#### WORK ORDER:
Set out exactly, and only, the lines running from the one containing "Dump the readable" to the bottom of the listing below; pictures stay out.

#### EXTRACTED INFORMATION:
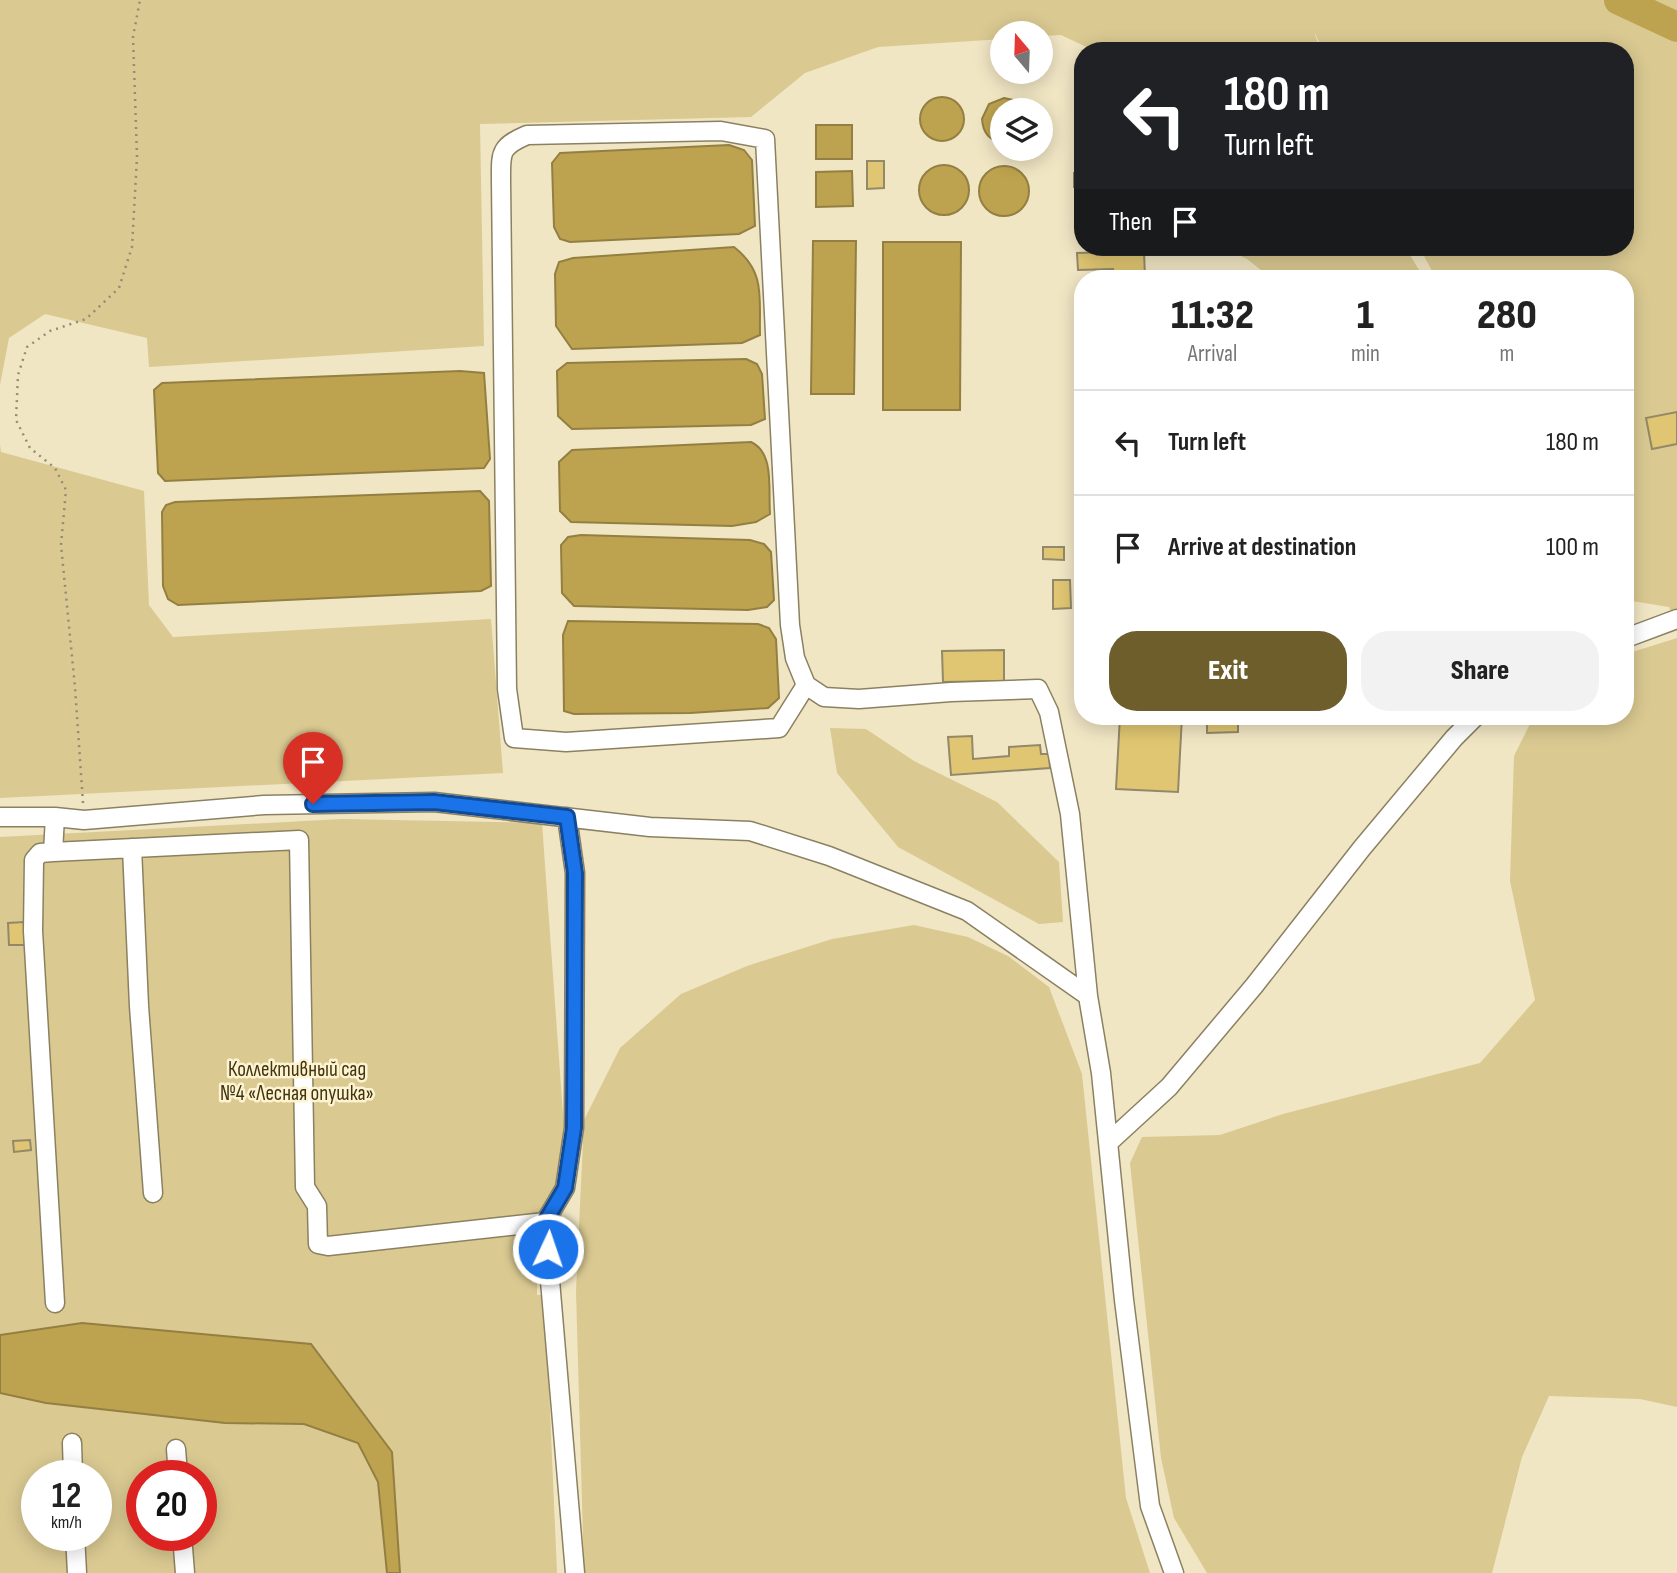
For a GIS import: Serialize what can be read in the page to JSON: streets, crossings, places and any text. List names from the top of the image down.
{
  "parks": ["Коллективный сад №4 «Лесная опушка»"],
  "north": "top",
  "page": {
    "turn": ["180 m", "Turn left"],
    "then": "Then",
    "eta": [
      "11:32",
      "Arrival",
      "1",
      "min",
      "280",
      "m"
    ],
    "list": [
      {
        "name": "Turn left",
        "value": "180 m"
      },
      {
        "name": "Arrive at destination",
        "value": "100 m"
      }
    ],
    "buttons": ["Exit", "Share"],
    "speed": "12 km/h",
    "limit": "20"
  }
}
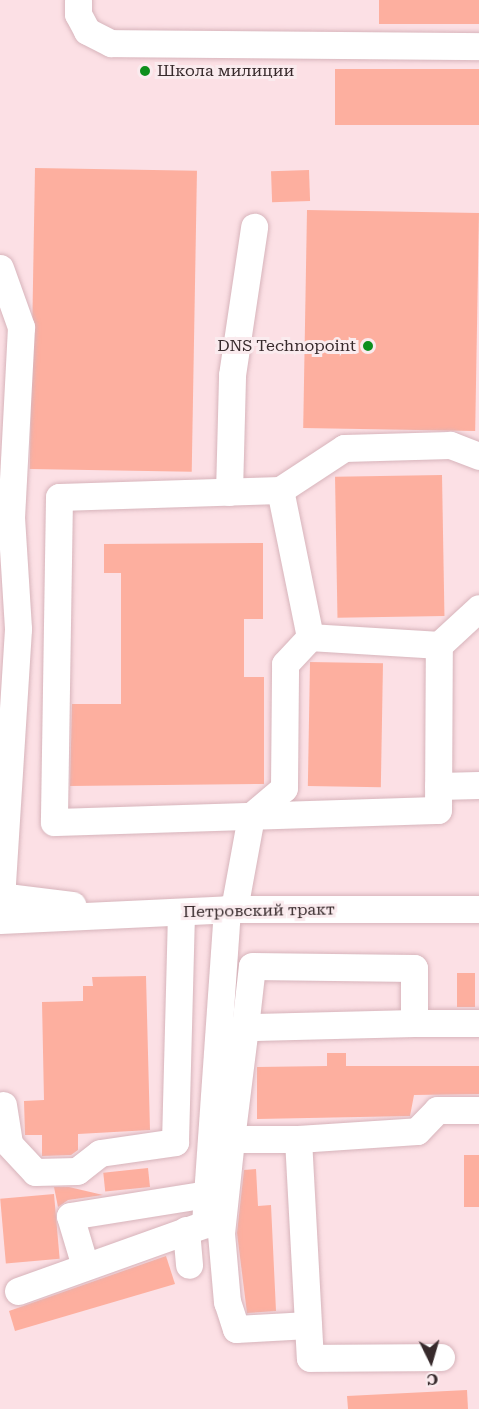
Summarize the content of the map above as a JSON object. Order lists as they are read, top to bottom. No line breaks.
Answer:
{"streets":{"street":["Петровский тракт"]},"places":["Школа милиции","DNS Technopoint"],"north":"bottom"}
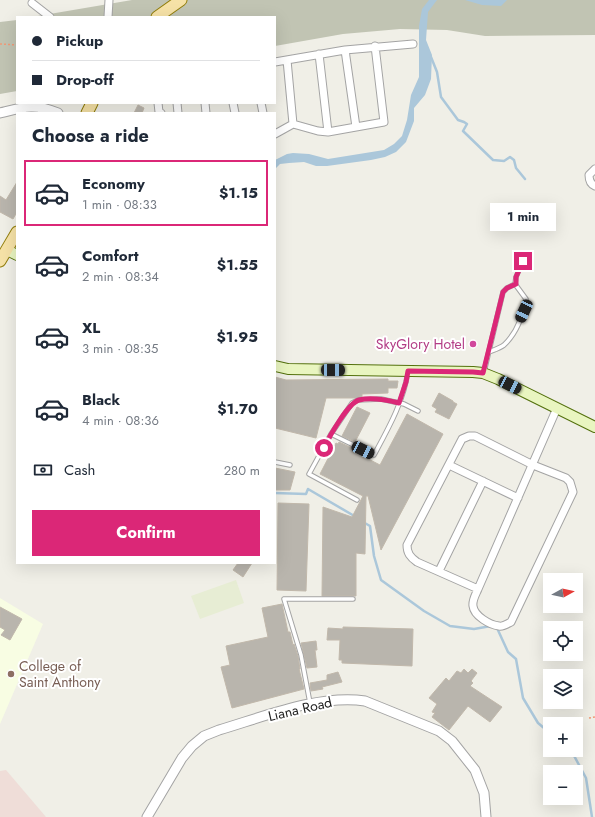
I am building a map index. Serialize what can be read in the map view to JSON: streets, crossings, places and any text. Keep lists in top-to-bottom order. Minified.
{"streets":{"street":["Liana Road"]},"places":["SkyGlory Hotel","College of Saint Anthony"],"north":"right","page":{"banner":["Pickup","Drop-off"],"heading":"Choose a ride","list":[{"name":"Economy","note":"1 min · 08:33","value":"$1.15"},{"name":"Comfort","note":"2 min · 08:34","value":"$1.55"},{"name":"XL","note":"3 min · 08:35","value":"$1.95"},{"name":"Black","note":"4 min · 08:36","value":"$1.70"}],"bubble":"1 min","pay":["Cash","280 m"],"buttons":"Confirm","map_buttons":["+","−"]}}
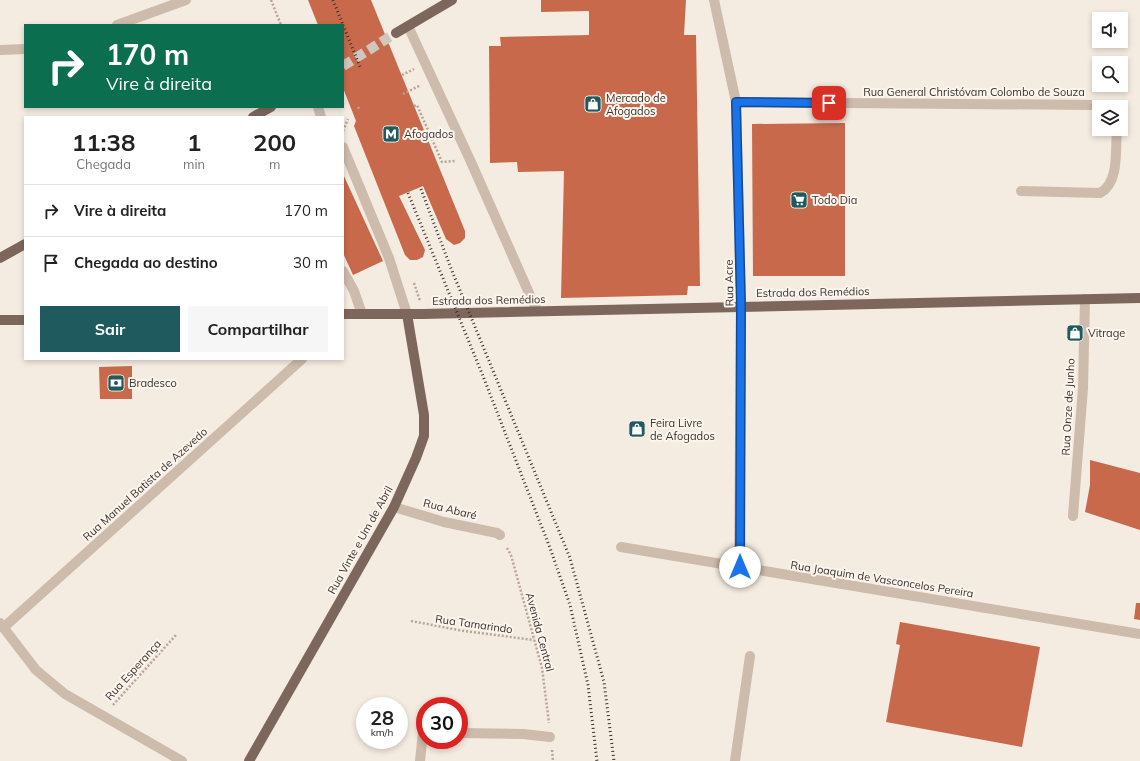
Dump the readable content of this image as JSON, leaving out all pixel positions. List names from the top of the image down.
{
  "streets": {
    "main road": ["Estrada dos Remédios", "Rua Vinte e Um de Abril"],
    "street": [
      "Rua General Christóvam Colombo de Souza",
      "Rua Acre",
      "Rua Onze de Junho",
      "Rua Manuel Batista de Azevedo",
      "Rua Abaré",
      "Rua Joaquim de Vasconcelos Pereira"
    ],
    "path": ["Rua Tamarindo", "Avenida Central", "Rua Esperança"]
  },
  "crossings": [
    ["Rua General Christóvam Colombo de Souza", "Rua Acre"],
    ["Rua Acre", "Estrada dos Remédios"],
    ["Rua Acre", "Rua Joaquim de Vasconcelos Pereira"],
    ["Estrada dos Remédios", "Rua Onze de Junho"],
    ["Estrada dos Remédios", "Rua Vinte e Um de Abril"],
    ["Rua Abaré", "Rua Vinte e Um de Abril"],
    ["Rua Abaré", "Avenida Central"],
    ["Rua Tamarindo", "Avenida Central"]
  ],
  "places": {
    "shop": ["Mercado de Afogados", "Vitrage", "Feira Livre de Afogados"],
    "metro station": ["Afogados"],
    "supermarket": ["Todo Dia"],
    "bank": ["Bradesco"]
  },
  "page": {
    "turn": ["170 m", "Vire à direita"],
    "eta": [
      "11:38",
      "Chegada",
      "1",
      "min",
      "200",
      "m"
    ],
    "list": [
      {
        "name": "Vire à direita",
        "value": "170 m"
      },
      {
        "name": "Chegada ao destino",
        "value": "30 m"
      }
    ],
    "buttons": ["Sair", "Compartilhar"],
    "speed": "28 km/h",
    "limit": "30"
  }
}
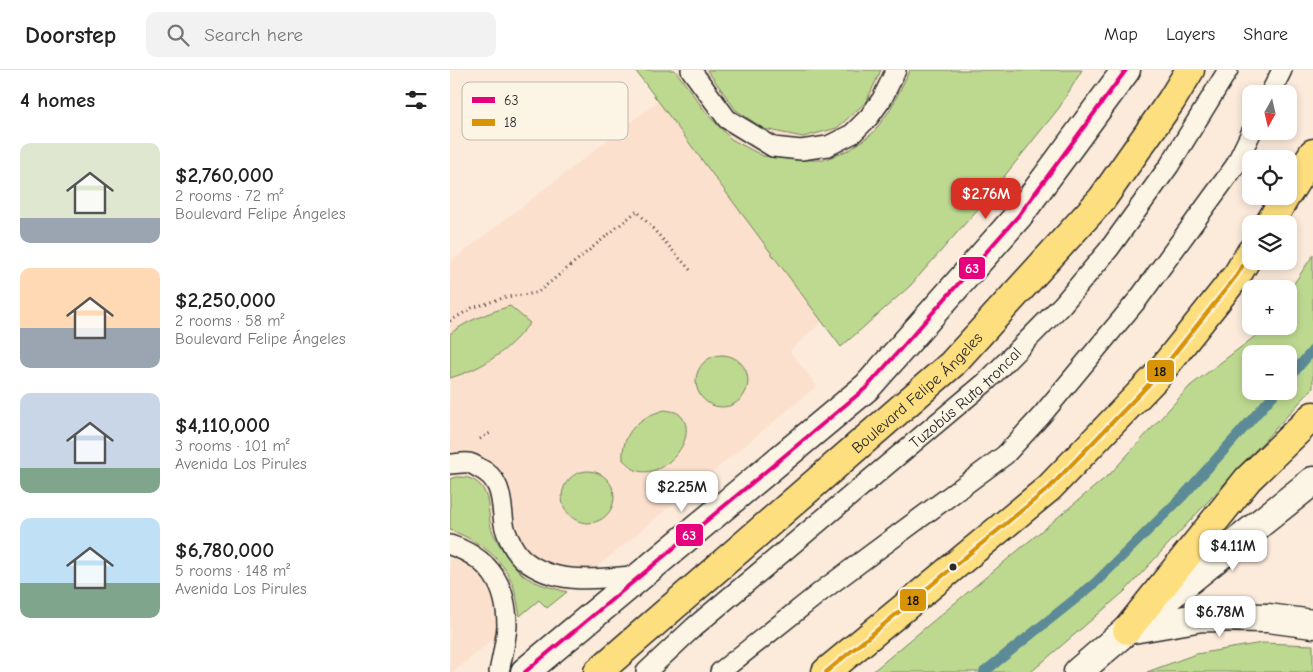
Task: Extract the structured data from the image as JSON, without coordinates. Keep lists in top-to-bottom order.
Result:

#### THE ANSWER:
Dump the readable content of this image as JSON, leaving out all pixel positions. List names from the top of the image down.
{
  "streets": {
    "main road": ["Estrada dos Remédios", "Rua Vinte e Um de Abril"],
    "street": [
      "Rua General Christóvam Colombo de Souza",
      "Rua Acre",
      "Rua Onze de Junho",
      "Rua Manuel Batista de Azevedo",
      "Rua Abaré",
      "Rua Joaquim de Vasconcelos Pereira"
    ],
    "path": ["Rua Tamarindo", "Avenida Central", "Rua Esperança"]
  },
  "crossings": [
    ["Rua General Christóvam Colombo de Souza", "Rua Acre"],
    ["Rua Acre", "Estrada dos Remédios"],
    ["Rua Acre", "Rua Joaquim de Vasconcelos Pereira"],
    ["Estrada dos Remédios", "Rua Onze de Junho"],
    ["Estrada dos Remédios", "Rua Vinte e Um de Abril"],
    ["Rua Abaré", "Rua Vinte e Um de Abril"],
    ["Rua Abaré", "Avenida Central"],
    ["Rua Tamarindo", "Avenida Central"]
  ],
  "places": {
    "shop": ["Mercado de Afogados", "Vitrage", "Feira Livre de Afogados"],
    "metro station": ["Afogados"],
    "supermarket": ["Todo Dia"],
    "bank": ["Bradesco"]
  },
  "page": {
    "turn": ["170 m", "Vire à direita"],
    "eta": [
      "11:38",
      "Chegada",
      "1",
      "min",
      "200",
      "m"
    ],
    "list": [
      {
        "name": "Vire à direita",
        "value": "170 m"
      },
      {
        "name": "Chegada ao destino",
        "value": "30 m"
      }
    ],
    "buttons": ["Sair", "Compartilhar"],
    "speed": "28 km/h",
    "limit": "30"
  }
}
Task: Extract the structured data from the image as JSON, without coordinates. Keep lists in top-to-bottom order.
Result:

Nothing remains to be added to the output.